I knew these questions were coming after the elections last week and I was going to write up a spirited response to them (readers of the election post-mortem roundtable in the upcoming Rolling Stone will see that David Gergen and I nearly came to blows over this question, when Gergen suggested Obama’s problem was that he needed to court CEOs more), but it seems my friend David Sirota beat me to it. I was going to post this last Friday, but for those who missed it, David nailed this whole question I think. A sample:
For example, I could have told you that a washed-up has-been like Evan Bayh would publish a New York Times op-ed insisting that Democrats “were too deferential to our most zealous supporters” (read: liberals) even after the Democratic Party crushed a public option, watered down Wall Street “reform,” extended Bush-era civil liberties atrocities, escalated the Afghanistan War, further ballooned the defense budget and began moving to extend the Bush tax cuts.

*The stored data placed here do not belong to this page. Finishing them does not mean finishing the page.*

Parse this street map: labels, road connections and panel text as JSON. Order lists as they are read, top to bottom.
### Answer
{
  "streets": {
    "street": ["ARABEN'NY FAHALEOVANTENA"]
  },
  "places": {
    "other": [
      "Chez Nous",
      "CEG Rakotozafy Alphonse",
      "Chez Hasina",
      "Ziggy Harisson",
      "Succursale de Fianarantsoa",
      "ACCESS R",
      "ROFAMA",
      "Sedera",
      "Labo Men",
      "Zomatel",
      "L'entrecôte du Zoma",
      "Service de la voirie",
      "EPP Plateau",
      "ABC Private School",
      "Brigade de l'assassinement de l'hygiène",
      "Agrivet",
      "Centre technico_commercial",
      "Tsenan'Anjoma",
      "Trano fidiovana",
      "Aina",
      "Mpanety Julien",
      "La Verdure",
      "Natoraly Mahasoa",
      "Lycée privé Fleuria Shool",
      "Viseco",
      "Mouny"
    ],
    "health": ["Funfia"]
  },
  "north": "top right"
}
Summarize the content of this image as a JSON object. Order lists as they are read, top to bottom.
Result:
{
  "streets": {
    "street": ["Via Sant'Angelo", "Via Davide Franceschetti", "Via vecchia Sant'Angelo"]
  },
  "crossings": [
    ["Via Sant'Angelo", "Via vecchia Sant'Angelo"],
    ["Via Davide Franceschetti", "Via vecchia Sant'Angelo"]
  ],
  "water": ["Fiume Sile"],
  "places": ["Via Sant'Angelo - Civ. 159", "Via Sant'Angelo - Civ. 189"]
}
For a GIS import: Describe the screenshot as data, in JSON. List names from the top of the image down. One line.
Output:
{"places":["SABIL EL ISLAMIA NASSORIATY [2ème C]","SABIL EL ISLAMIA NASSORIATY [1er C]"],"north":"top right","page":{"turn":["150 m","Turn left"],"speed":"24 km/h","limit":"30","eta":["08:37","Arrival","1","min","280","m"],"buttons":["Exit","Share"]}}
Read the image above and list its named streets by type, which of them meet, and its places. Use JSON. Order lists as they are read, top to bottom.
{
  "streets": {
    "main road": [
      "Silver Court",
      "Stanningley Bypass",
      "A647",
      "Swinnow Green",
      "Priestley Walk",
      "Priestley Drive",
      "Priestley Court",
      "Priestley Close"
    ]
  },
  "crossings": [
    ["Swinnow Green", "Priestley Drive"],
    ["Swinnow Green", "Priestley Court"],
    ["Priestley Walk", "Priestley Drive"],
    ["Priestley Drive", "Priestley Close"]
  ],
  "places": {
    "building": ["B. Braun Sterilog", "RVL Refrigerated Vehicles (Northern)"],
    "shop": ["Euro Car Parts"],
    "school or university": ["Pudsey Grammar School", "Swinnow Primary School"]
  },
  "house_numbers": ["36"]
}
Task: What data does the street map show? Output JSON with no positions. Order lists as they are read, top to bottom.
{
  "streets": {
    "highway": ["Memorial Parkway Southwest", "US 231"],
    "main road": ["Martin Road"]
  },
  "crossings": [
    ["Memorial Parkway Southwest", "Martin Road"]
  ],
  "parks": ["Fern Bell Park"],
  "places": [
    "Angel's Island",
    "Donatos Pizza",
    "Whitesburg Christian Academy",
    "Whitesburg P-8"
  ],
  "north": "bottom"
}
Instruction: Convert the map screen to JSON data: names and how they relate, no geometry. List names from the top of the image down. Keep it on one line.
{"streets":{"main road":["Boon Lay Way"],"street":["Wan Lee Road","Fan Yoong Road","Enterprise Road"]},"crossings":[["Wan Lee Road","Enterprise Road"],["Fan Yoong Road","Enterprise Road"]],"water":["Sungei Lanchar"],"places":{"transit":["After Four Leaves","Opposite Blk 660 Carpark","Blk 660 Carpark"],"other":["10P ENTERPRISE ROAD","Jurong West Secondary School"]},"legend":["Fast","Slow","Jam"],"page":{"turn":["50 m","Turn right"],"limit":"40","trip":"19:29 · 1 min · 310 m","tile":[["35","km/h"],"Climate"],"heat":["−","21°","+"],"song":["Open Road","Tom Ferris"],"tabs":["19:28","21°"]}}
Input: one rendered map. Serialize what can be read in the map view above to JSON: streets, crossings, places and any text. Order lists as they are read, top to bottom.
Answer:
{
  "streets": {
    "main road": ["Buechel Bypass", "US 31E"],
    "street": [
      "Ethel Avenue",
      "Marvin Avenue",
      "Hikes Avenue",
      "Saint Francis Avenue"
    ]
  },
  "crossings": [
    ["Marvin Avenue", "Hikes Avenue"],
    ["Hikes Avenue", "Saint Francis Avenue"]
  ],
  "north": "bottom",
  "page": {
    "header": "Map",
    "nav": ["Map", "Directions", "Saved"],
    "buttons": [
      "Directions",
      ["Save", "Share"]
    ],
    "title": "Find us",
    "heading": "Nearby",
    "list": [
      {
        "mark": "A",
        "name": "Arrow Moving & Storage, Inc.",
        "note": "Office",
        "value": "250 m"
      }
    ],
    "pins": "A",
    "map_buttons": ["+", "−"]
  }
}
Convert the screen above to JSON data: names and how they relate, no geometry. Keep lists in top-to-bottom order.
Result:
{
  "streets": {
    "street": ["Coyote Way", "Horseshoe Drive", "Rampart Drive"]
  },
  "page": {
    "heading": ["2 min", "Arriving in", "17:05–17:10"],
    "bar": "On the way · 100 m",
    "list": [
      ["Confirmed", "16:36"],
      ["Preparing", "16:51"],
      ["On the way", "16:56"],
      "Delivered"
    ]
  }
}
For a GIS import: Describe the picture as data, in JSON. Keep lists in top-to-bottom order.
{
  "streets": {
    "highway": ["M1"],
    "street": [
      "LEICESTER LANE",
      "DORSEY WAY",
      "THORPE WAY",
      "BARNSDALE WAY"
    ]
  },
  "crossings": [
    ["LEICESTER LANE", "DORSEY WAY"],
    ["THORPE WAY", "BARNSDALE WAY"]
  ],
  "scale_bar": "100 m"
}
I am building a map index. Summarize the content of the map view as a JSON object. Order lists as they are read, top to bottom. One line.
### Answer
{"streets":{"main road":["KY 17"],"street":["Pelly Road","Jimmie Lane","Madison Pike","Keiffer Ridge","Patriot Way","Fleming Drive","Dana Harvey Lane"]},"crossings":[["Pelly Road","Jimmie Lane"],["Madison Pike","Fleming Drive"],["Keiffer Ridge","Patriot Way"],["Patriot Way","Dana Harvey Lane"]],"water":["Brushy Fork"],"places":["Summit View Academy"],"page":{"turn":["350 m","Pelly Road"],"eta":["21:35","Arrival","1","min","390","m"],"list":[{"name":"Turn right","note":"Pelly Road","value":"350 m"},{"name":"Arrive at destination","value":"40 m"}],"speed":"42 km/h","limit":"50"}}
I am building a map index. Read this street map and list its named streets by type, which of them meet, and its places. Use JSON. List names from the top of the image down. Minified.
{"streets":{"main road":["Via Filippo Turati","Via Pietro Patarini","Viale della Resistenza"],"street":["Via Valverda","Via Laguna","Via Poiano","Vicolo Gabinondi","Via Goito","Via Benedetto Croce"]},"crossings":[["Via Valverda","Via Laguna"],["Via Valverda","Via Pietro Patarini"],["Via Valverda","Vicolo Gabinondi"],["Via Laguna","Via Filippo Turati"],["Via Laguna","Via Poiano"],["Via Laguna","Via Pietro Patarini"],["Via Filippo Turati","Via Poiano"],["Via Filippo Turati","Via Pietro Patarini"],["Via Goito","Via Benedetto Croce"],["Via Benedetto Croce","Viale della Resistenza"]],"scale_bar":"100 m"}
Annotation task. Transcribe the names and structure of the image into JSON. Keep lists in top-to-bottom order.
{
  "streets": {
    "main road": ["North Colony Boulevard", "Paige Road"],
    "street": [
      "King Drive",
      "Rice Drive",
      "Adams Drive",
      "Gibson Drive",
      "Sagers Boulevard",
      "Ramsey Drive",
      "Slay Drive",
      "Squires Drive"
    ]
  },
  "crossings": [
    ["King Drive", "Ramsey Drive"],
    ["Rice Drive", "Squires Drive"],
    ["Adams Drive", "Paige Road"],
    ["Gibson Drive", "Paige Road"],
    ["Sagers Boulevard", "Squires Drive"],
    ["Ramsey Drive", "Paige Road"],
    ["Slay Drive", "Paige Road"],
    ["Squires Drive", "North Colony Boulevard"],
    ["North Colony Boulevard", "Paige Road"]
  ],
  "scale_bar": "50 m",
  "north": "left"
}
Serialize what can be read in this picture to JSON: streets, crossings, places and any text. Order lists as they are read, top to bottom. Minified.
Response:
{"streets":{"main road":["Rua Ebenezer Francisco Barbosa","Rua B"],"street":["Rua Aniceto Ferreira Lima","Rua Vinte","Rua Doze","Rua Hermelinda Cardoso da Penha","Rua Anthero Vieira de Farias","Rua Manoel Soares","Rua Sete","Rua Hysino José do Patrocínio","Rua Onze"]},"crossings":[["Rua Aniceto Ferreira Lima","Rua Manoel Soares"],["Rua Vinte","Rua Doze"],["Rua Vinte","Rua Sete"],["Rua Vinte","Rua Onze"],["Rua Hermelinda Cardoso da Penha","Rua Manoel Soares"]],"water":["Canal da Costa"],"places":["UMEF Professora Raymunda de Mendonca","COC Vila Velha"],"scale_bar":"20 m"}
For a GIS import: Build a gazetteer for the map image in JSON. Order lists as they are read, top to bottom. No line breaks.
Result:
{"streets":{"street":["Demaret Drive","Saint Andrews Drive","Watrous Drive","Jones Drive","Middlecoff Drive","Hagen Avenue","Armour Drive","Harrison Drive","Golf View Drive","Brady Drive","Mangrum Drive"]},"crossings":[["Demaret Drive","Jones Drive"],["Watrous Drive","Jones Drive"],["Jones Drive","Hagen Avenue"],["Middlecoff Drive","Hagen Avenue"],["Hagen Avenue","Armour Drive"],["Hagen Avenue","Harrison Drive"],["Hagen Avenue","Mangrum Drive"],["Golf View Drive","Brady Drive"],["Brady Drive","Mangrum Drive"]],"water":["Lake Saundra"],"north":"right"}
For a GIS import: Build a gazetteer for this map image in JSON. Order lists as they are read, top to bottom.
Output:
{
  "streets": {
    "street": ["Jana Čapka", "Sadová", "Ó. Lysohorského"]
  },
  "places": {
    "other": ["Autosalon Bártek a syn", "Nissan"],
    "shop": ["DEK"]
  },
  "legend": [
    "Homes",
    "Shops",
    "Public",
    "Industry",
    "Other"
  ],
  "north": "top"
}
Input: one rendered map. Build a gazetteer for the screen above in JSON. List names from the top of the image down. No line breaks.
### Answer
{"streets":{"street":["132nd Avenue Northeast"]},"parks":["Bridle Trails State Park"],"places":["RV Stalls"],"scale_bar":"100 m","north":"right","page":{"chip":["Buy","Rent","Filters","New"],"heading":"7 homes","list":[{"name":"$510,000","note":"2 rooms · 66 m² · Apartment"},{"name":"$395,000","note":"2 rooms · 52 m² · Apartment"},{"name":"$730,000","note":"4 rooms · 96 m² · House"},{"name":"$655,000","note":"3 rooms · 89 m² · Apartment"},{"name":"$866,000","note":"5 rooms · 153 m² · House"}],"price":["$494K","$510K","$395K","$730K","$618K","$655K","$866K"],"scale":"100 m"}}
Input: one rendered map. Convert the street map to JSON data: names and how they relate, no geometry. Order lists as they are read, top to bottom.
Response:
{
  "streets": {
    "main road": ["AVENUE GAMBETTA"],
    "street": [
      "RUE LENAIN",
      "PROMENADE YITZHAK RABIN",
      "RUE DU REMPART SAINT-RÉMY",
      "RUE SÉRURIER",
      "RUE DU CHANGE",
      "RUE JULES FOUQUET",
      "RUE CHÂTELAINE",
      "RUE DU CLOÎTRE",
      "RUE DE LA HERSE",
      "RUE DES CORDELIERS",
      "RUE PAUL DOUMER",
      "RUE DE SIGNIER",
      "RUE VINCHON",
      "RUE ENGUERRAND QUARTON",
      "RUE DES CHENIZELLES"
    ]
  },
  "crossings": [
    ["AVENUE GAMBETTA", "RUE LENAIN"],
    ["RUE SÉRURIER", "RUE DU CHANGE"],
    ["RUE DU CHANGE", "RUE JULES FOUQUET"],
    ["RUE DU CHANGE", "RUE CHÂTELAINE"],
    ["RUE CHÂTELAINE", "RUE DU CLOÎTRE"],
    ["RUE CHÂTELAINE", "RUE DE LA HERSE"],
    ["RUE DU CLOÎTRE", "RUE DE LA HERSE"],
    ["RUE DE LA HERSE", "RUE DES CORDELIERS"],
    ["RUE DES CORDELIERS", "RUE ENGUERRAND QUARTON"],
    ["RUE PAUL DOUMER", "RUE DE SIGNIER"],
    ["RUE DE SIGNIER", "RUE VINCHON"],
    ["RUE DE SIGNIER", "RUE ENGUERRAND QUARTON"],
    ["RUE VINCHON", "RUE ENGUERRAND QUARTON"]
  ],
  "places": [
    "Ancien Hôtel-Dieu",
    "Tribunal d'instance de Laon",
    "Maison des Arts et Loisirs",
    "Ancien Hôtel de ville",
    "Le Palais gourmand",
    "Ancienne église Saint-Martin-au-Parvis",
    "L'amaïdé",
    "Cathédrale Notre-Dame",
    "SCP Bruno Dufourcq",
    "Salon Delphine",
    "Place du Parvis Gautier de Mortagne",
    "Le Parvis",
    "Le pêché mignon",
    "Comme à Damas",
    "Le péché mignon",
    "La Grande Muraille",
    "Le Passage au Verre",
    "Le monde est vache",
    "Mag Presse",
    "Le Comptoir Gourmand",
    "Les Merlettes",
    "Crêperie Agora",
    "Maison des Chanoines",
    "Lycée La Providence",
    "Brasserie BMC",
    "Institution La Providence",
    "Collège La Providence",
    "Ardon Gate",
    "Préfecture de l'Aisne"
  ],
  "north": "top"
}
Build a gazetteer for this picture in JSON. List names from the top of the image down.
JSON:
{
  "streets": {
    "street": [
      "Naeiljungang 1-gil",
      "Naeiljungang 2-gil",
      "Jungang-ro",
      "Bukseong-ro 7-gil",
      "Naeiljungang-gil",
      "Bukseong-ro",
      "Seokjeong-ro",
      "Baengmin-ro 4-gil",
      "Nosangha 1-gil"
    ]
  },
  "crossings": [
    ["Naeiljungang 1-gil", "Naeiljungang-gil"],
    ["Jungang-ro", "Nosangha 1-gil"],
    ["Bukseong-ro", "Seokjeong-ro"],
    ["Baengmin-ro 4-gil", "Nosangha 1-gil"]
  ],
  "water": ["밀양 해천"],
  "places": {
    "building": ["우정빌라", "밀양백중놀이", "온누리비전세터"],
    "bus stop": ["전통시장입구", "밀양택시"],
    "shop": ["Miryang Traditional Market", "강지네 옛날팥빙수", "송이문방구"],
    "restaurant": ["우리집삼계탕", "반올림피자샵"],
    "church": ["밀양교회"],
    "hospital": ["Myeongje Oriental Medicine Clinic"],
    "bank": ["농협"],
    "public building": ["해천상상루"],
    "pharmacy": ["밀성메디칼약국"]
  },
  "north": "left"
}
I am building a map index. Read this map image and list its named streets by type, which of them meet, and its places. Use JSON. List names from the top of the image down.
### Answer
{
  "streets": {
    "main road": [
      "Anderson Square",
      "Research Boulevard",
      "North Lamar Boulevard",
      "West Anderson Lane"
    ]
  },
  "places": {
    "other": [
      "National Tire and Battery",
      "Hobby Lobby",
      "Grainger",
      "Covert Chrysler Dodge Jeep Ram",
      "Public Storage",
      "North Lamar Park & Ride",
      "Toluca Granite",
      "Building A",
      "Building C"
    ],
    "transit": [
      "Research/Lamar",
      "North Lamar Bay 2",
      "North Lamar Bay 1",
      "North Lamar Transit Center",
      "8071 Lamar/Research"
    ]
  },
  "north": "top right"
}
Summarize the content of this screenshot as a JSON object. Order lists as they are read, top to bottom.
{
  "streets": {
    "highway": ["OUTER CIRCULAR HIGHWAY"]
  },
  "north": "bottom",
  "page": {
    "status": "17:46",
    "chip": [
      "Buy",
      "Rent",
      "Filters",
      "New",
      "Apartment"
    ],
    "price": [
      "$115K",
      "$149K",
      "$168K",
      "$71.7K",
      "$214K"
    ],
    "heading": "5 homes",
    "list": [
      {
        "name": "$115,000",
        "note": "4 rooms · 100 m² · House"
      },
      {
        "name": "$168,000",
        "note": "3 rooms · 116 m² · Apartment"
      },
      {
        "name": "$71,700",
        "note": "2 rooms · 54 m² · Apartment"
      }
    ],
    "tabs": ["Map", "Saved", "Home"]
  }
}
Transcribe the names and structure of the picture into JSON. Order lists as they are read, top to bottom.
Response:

Likewise, I could have told you that those careerists in D.C. who make their livelihood off this kind of pablum would publish a “strategy memo” in something self-importantly called “The Democratic Strategist.” And I could have told you that this “strategy memo” would defend the bash-the-liberals meme with bromides about how “all of the major perspectives within the Democratic Party have a legitimate place and role in today’s Democratic coalition” and about how “the present moment categorically demands a basic level of Democratic unity from every element of the coalition” (read: liberals shouldn’t criticize the corporatists who destroyed the Democratic Party — and the country).
I could have told you all of this because, as I said, it’s pre-programmed. It’s not spontaneous. It’s not reacting to any reality out here in the real world. It’s not responding to a changing country. It’s pre-written, pre-conceived, pre-packaged feces sprayed at us in liquid form, all to justify a continuation of how it’s always been — and, frankly, how it probably will always be.